20161009

Day 888

The bricks on the house were as broken and crooked as the old owner's back had been when they found him. The papers said he'd fallen down the stairs and through the old floorboards, breaking his back on the way down and cracking his head on the concrete below. The small puddle of blood indicated that he'd been dead long before he fell. The bloating of his corpse suggested at least four days prior to the fall.

So the question the papers proposed was thus - was he pushed or had he died at the top of the stairs and gradually toppled down, the weight gained from the post-mortem gas buildup making him heavy enough to break the wooden flooring before his eventual resting place in the concrete foundations of the house? There wasn't much of an answer given by the police who dubbed it an accidental death, no suspects or witnesses or anything to suggest foul play.

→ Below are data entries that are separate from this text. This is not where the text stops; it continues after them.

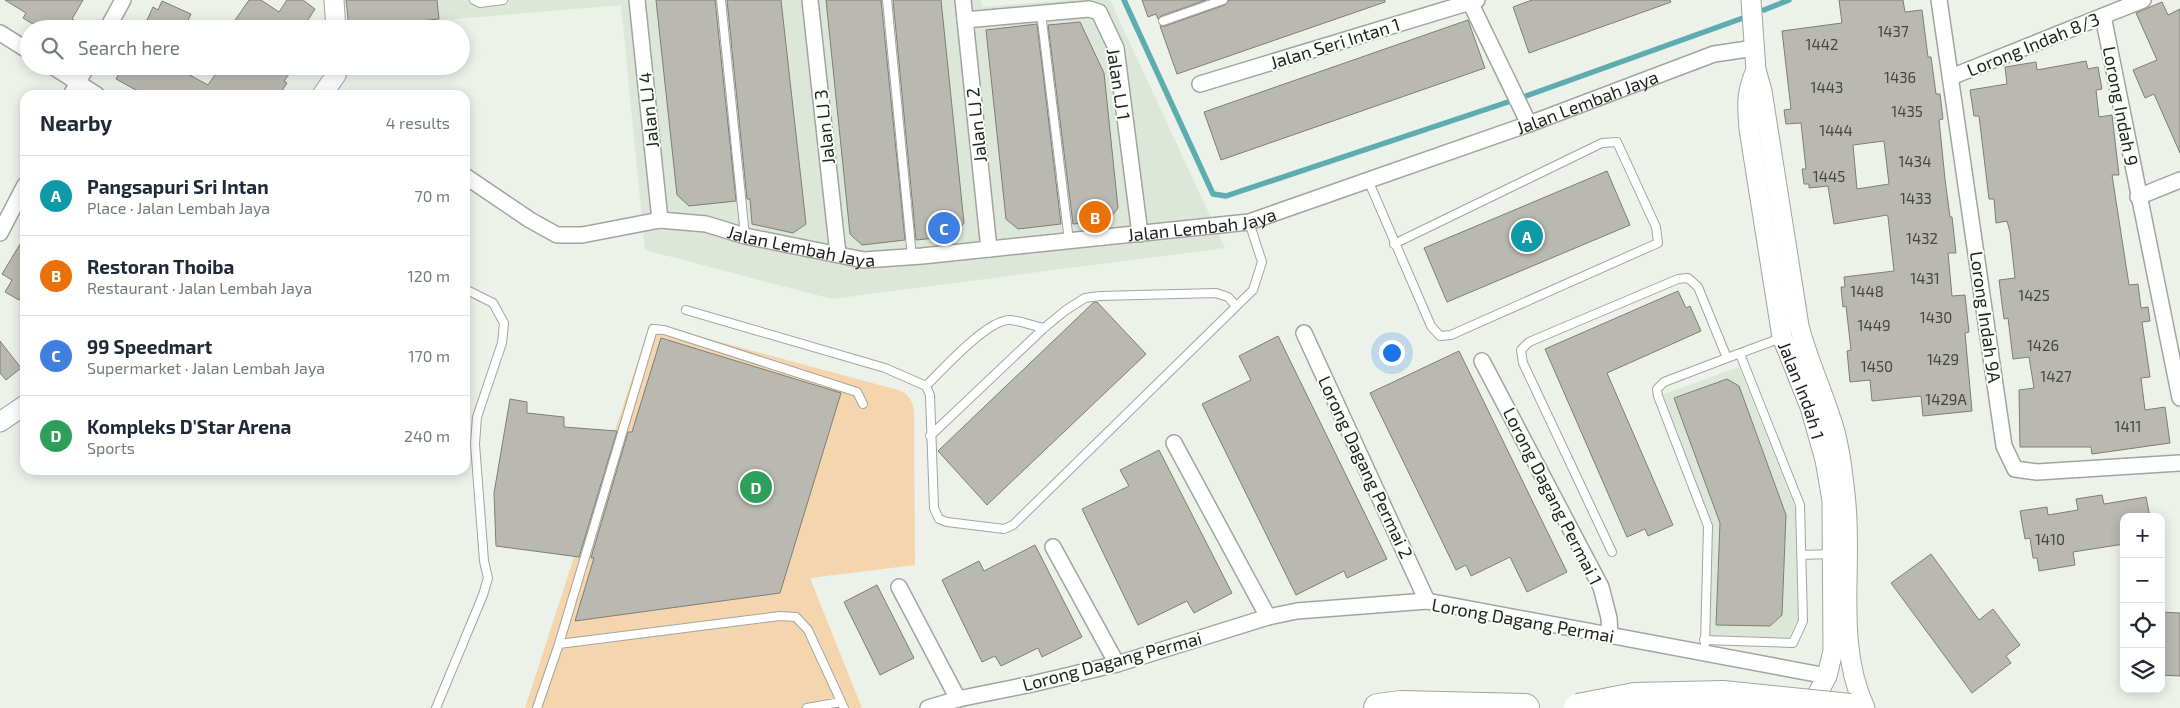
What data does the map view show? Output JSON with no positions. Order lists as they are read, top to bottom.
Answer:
{
  "streets": {
    "street": [
      "Jalan Seri Intan 1",
      "Lorong Indah 8/3",
      "Jalan LJ 1",
      "Jalan Lembah Jaya",
      "Lorong Indah 9",
      "Jalan LJ 4",
      "Jalan LJ 2",
      "Jalan LJ 3",
      "Lorong Indah 9A",
      "Jalan Indah 1",
      "Lorong Dagang Permai 2",
      "Lorong Dagang Permai 1",
      "Lorong Dagang Permai"
    ]
  },
  "crossings": [
    ["Lorong Indah 8/3", "Lorong Indah 9"],
    ["Lorong Indah 8/3", "Lorong Indah 9A"],
    ["Jalan LJ 1", "Jalan Lembah Jaya"],
    ["Jalan LJ 1", "Jalan LJ 2"],
    ["Jalan Lembah Jaya", "Jalan LJ 4"],
    ["Jalan Lembah Jaya", "Jalan LJ 2"],
    ["Jalan Lembah Jaya", "Jalan LJ 3"],
    ["Jalan Lembah Jaya", "Jalan Indah 1"],
    ["Jalan Indah 1", "Lorong Dagang Permai"],
    ["Lorong Dagang Permai 2", "Lorong Dagang Permai"],
    ["Lorong Dagang Permai 1", "Lorong Dagang Permai"]
  ],
  "house_numbers": [
    "1437",
    "1442",
    "1436",
    "1443",
    "1435",
    "1444",
    "1434",
    "1445",
    "1433",
    "1432",
    "1431",
    "1448",
    "1425",
    "1430",
    "1449",
    "1426",
    "1429",
    "1450",
    "1427",
    "1429A",
    "1411",
    "1410"
  ],
  "page": {
    "search": "Search here",
    "heading": ["Nearby", "4 results"],
    "list": [
      {
        "mark": "A",
        "name": "Pangsapuri Sri Intan",
        "note": "Place · Jalan Lembah Jaya",
        "value": "70 m"
      },
      {
        "mark": "B",
        "name": "Restoran Thoiba",
        "note": "Restaurant · Jalan Lembah Jaya",
        "value": "120 m"
      },
      {
        "mark": "C",
        "name": "99 Speedmart",
        "note": "Supermarket · Jalan Lembah Jaya",
        "value": "170 m"
      },
      {
        "mark": "D",
        "name": "Kompleks D'Star Arena",
        "note": "Sports",
        "value": "240 m"
      }
    ],
    "pins": [
      "B",
      "C",
      "A",
      "D"
    ],
    "map_buttons": ["+", "−"]
  }
}
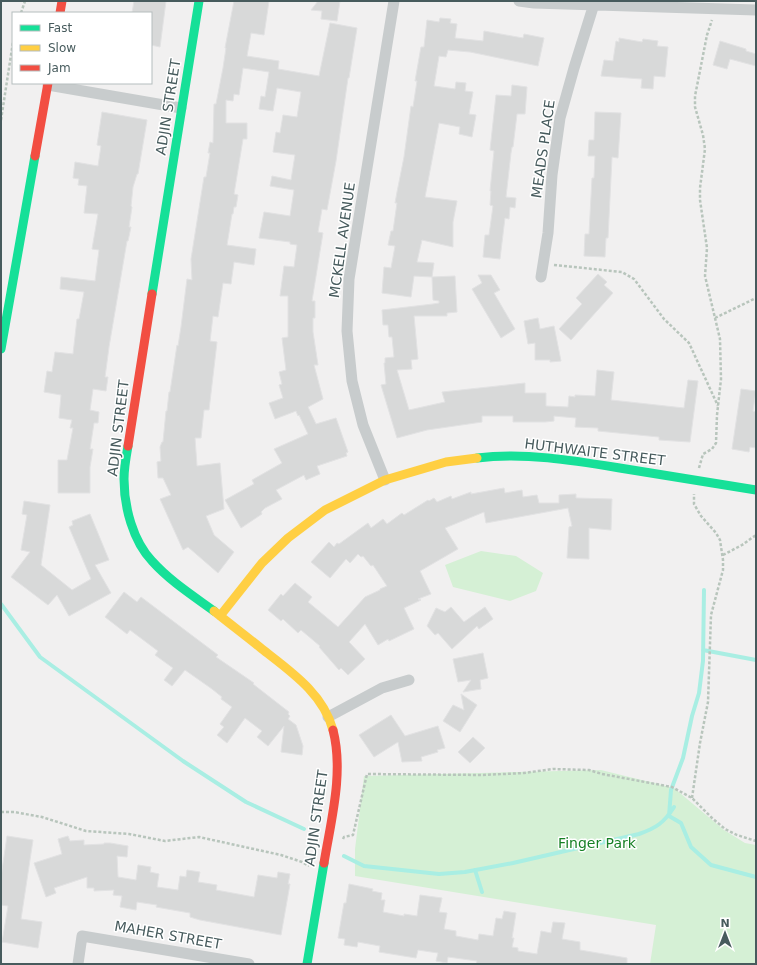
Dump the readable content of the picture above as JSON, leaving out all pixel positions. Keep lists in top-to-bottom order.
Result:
{
  "streets": {
    "street": [
      "ADJIN STREET",
      "MEADS PLACE",
      "MCKELL AVENUE",
      "HUTHWAITE STREET",
      "MAHER STREET"
    ]
  },
  "crossings": [
    ["ADJIN STREET", "HUTHWAITE STREET"],
    ["MCKELL AVENUE", "HUTHWAITE STREET"]
  ],
  "parks": ["Finger Park"],
  "legend": ["Fast", "Slow", "Jam"],
  "north": "top"
}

It was left a small conspiracy column in the local papers, made into a "Who dunnit?" with weekly responses that slowly became wilder and less realistic as time went on. Nobody bothered to go into the house and check, unwilling to cause unwanted attention from the police and the resulting paperwork that took literal years to complete.

In their fervent attempts to study the house while trying to appear uncaring in case the police were observing in hiding, it was discovered that the house was changing in ways a house shouldn't be able to. The formerly deep grey roof tiles became a soft honey-yellow, the upper windows stained themselves baby blue and the deep red bricks became a gentle beige. This was, of course, contrasted by the way the house shifted and contorted to further resemble its former owner.

Nobody quite knew what to do when the windows blinked, they'd call it a trick of the light and walk faster to their own definitely-just-brick-and-wood homes. Not even the most seasoned postman wanted to hang around for too long, all claiming they'd been invited in by an old man's voice coming through the fluttering letterbox. They'd say they felt as though they were being eyed up like a turkey at Christmas and perhaps they weren't wrong.

It became known as Mr House and was cordoned off by the police accordingly. The potentially sentient was terrifying enough in a doll or a book, let alone a full three storey house and possibly everything inside it! No official statements were made about the house's new found life but the weekly column made subtle references to "a house that contains a great character", just in case the papers were still read by whatever claimed itself to be the inhabitant.